From: Greg Aldering (aldering@panisse.lbl.gov)
Date: Wed May 14 2003 - 10:02:05 PDT
>On Tue, May 13, 2003 at 11:15:03AM -0700, Greg Aldering wrote:
>> a) Follow Phillips 1999 in throwing out very red objects even though
>> you are going to extinction correct. I believe that Phillips
>> threw-out objects with Bmax-Vmax > 0.2 mag. (Talk about dirty
>> laundry!)
>
>It's not clear to me that he did this when finding his RB values. He
>did do that for a bunch of the analysis, but for the RB stuff
>specifically he only talks about throwing out the SNe without a point
>near max. I believe that his value *is* with the most reddened SNe (he
>certainly plots those), and as such throwing out the most reddened SNe
>from our set isn't a matter of saying "just as Phillips"....
Correct. Ok, then just throw out the red ones, as Phillips did in his
analysis and use the regular R_B. From my fitting, I find that when the
reddest objects (E(B-V) > 0.2) are thrown out, our SNe like R_B =
3.3+/-0.5. The chi^2 is only worse by 2.5 when R_B = 4.1 is used. This
means that we should get a good fit using the canonical R_B if we
exclude the red objects. In this case, I believe we can simply cite
Phillips 1999. (By the way, you can see in figure 10 of Phillips that
his red objects systematically prefer a smaller R_B.)

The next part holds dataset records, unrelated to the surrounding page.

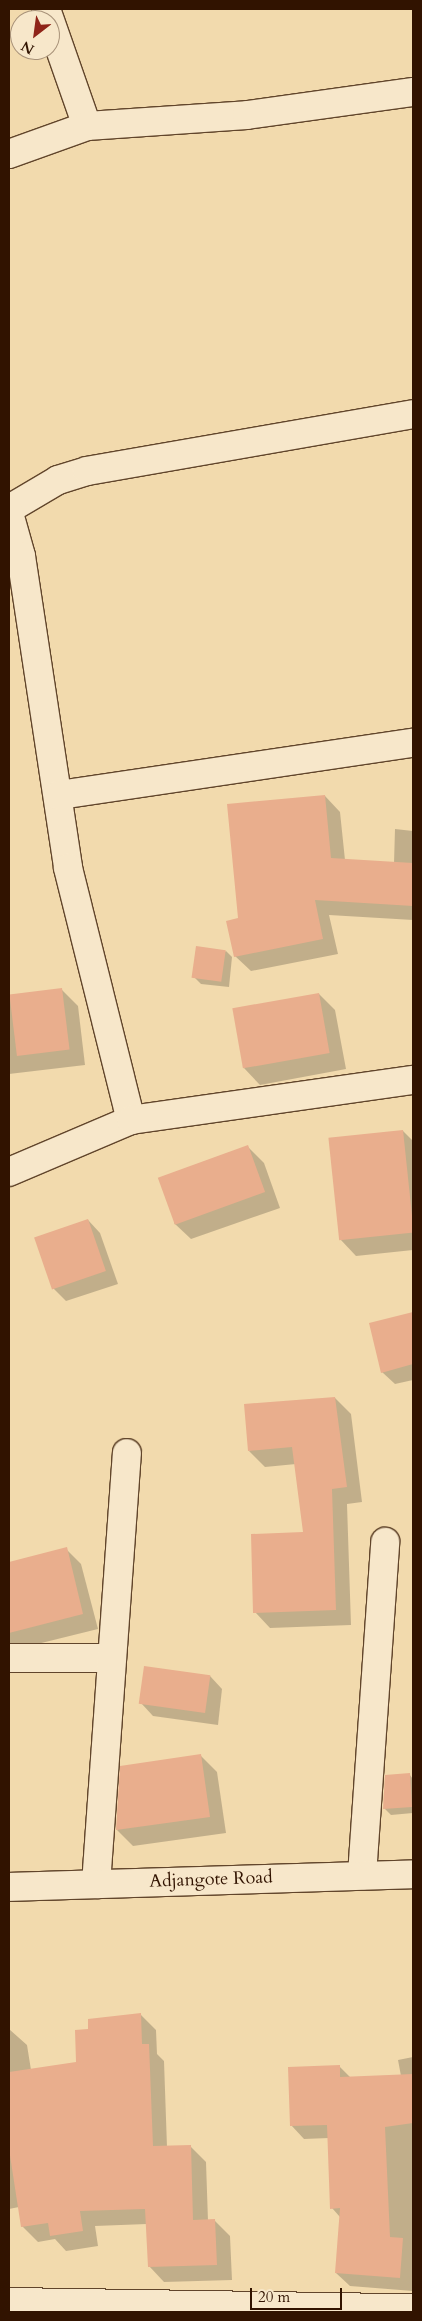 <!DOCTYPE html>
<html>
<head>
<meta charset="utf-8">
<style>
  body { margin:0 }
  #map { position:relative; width:422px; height:2321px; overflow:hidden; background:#f2daad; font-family:Cardo,serif }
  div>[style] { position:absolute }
  .shadow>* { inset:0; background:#0003 }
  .building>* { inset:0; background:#e9ae8d; transform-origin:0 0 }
  .roads { filter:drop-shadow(1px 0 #61452b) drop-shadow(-1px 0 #61452b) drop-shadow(0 1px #61452b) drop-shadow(0 -1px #61452b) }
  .street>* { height:28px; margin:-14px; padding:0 14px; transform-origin:14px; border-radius:14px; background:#f7e7ca }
  .secondary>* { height:28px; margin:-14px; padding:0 14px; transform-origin:14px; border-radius:14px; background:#f7e7ca }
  span { translate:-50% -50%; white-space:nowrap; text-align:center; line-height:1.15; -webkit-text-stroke:5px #f7e7ca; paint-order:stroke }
  .street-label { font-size:18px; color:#311300 }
  .frame { position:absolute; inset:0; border:10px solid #311300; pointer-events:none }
  .north { position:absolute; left:10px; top:10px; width:50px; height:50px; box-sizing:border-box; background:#f7e7ca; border:1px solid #a89279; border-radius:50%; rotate:210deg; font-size:14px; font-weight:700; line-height:20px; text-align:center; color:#311300 }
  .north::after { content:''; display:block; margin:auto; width:18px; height:22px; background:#8f2418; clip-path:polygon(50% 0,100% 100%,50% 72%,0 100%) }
  .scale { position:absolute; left:250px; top:2288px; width:92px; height:22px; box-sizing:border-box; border:2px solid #311300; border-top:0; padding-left:6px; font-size:15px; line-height:18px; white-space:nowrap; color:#311300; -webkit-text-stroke:4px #f7e7ca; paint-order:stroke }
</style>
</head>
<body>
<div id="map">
  <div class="shadow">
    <div style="clip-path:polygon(325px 796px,340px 812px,345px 860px,394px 863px,395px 829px,413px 831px,413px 920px,329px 915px,338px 954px,251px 971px,235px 956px,239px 919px)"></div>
    <div style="clip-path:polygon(226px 951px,232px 957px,229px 987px,201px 984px,194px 977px)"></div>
    <div style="clip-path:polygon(62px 990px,78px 1006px,85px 1065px,9px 1074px,9px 996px)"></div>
    <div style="clip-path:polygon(319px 994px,335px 1010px,346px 1069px,260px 1085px,244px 1068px)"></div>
    <div style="clip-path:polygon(403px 1131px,413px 1141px,413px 1250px,356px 1256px,340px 1239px)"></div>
    <div style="clip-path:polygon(248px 1147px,264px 1163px,280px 1208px,191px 1239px,174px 1223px)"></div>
    <div style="clip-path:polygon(88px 1220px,100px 1233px,118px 1284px,66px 1301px,53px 1288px)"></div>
    <div style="clip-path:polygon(413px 1313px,413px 1380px,395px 1384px,382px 1372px,370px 1324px)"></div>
    <div style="clip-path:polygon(335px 1398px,351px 1414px,362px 1502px,347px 1504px,351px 1625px,270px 1628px,255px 1612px,304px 1533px,296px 1464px,265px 1467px,249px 1451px)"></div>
    <div style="clip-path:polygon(66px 1549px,81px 1564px,98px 1629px,13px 1650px,9px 1645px,9px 1563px)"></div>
    <div style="clip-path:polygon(210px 1676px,222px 1689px,218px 1725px,153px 1716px,141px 1703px)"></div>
    <div style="clip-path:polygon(201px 1756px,217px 1772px,226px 1833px,133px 1846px,117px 1830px)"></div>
    <div style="clip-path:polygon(409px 1774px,413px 1779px,413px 1813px,391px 1815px,384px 1808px)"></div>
    <div style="clip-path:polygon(141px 2015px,156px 2030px,157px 2054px,164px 2061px,167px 2147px,190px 2146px,206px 2162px,208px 2221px,214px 2220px,230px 2236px,232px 2280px,164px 2282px,149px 2266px,147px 2224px,95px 2226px,98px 2246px,66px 2251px,55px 2239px,38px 2242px,22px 2226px,19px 2207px,9px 2209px,9px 2029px,27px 2045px,31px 2070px,77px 2063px,89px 2030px)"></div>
    <div style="clip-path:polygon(413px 2057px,413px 2291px,350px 2286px,336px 2273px,340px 2217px,332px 2208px,329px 2138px,304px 2139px,291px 2125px,339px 2066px,351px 2078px,401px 2076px,398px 2060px)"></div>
  </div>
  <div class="building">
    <div style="clip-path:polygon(325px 795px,331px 858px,413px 863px,413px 906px,315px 900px,323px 939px,234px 957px,226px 921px,238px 918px,227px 804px)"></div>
    <div style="left:196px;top:946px;width:30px;height:32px;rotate:8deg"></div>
    <div style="left:62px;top:988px;width:62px;height:53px;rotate:83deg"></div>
    <div style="left:319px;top:993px;width:61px;height:88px;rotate:80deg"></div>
    <div style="left:403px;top:1130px;width:103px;height:75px;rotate:84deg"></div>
    <div style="left:248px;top:1145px;width:50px;height:96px;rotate:70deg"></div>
    <div style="left:88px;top:1219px;width:55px;height:57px;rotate:71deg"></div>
    <div style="clip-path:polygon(413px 1312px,413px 1364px,381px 1373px,369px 1323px)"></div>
    <div style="clip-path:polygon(335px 1397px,347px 1487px,332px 1489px,336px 1610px,253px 1613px,251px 1534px,303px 1532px,292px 1447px,248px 1451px,244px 1404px)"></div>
    <div style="clip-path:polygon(67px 1547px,83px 1614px,9px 1633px,9px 1562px)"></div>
    <div style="left:144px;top:1666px;width:67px;height:38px;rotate:8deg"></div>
    <div style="clip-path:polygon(201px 1754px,210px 1817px,116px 1830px,120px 1766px)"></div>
    <div style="clip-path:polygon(410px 1773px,412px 1807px,383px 1809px,385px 1775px)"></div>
    <div style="clip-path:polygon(141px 2013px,142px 2044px,149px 2044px,153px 2146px,191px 2145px,193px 2220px,215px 2219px,217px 2265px,148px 2267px,145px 2209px,80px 2211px,83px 2231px,50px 2236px,48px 2223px,21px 2227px,9px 2149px,9px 2072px,76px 2062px,75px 2030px,88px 2029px,88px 2019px)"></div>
    <div style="clip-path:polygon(340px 2065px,340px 2077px,413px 2074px,413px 2123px,385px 2127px,390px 2237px,403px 2238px,400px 2278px,335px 2273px,340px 2208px,330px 2209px,327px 2125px,290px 2126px,288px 2067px)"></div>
  </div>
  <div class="roads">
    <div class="street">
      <div style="left:46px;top:9px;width:124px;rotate:70.7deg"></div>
      <div style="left:9px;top:154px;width:83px;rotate:-19.7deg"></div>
      <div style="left:87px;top:126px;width:160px;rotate:-3.9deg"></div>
      <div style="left:247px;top:115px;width:168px;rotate:-7.9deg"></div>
      <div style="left:9px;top:509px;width:57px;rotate:-30.6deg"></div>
      <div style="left:58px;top:480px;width:30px;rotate:-17deg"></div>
      <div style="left:87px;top:471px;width:331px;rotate:-9.9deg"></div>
      <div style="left:9px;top:513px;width:45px;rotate:74.4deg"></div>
      <div style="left:21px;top:556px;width:316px;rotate:81.4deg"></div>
      <div style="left:68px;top:868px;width:260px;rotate:76deg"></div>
      <div style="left:59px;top:795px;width:358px;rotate:-8.4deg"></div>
      <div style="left:9px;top:1172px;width:133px;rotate:-23.1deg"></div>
      <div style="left:131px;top:1120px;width:285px;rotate:-8.1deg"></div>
      <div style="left:9px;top:1658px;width:103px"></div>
      <div style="left:362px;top:1875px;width:334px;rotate:-86deg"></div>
      <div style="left:96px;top:1884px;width:432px;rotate:-85.9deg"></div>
      <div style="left:9px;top:2302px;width:404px;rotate:0.9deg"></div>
    </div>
    <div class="secondary">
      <div style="left:9px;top:1887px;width:404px;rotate:-1.8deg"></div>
    </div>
  </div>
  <div class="street-label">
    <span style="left:211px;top:1880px;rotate:-2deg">Adjangote Road</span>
  </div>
  <div class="frame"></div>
  <div class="north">N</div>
  <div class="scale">20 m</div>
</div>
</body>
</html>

Note that there is an old and ugly history of low R_B's having been
suggested for SNe, prior to the advent of width-luminosity relations.
So using the canonical R_B is definitely the safest thing to do,
otherwise older reviewers could really light into us. Challenging the
canonical R_B requires a very high level of proof that all the other
steps (like determination of the fiducical color) are unassailable. On
a related note, Lifan says that the CMAGIC analysis likes R_B = 4.1.
>The expression I'm using is:
>
> B-V = -0.076 + 0.0446 * (1/s - 1)
>
>I think the numbers you used in P99 were -0.11 and 0.243 respectively.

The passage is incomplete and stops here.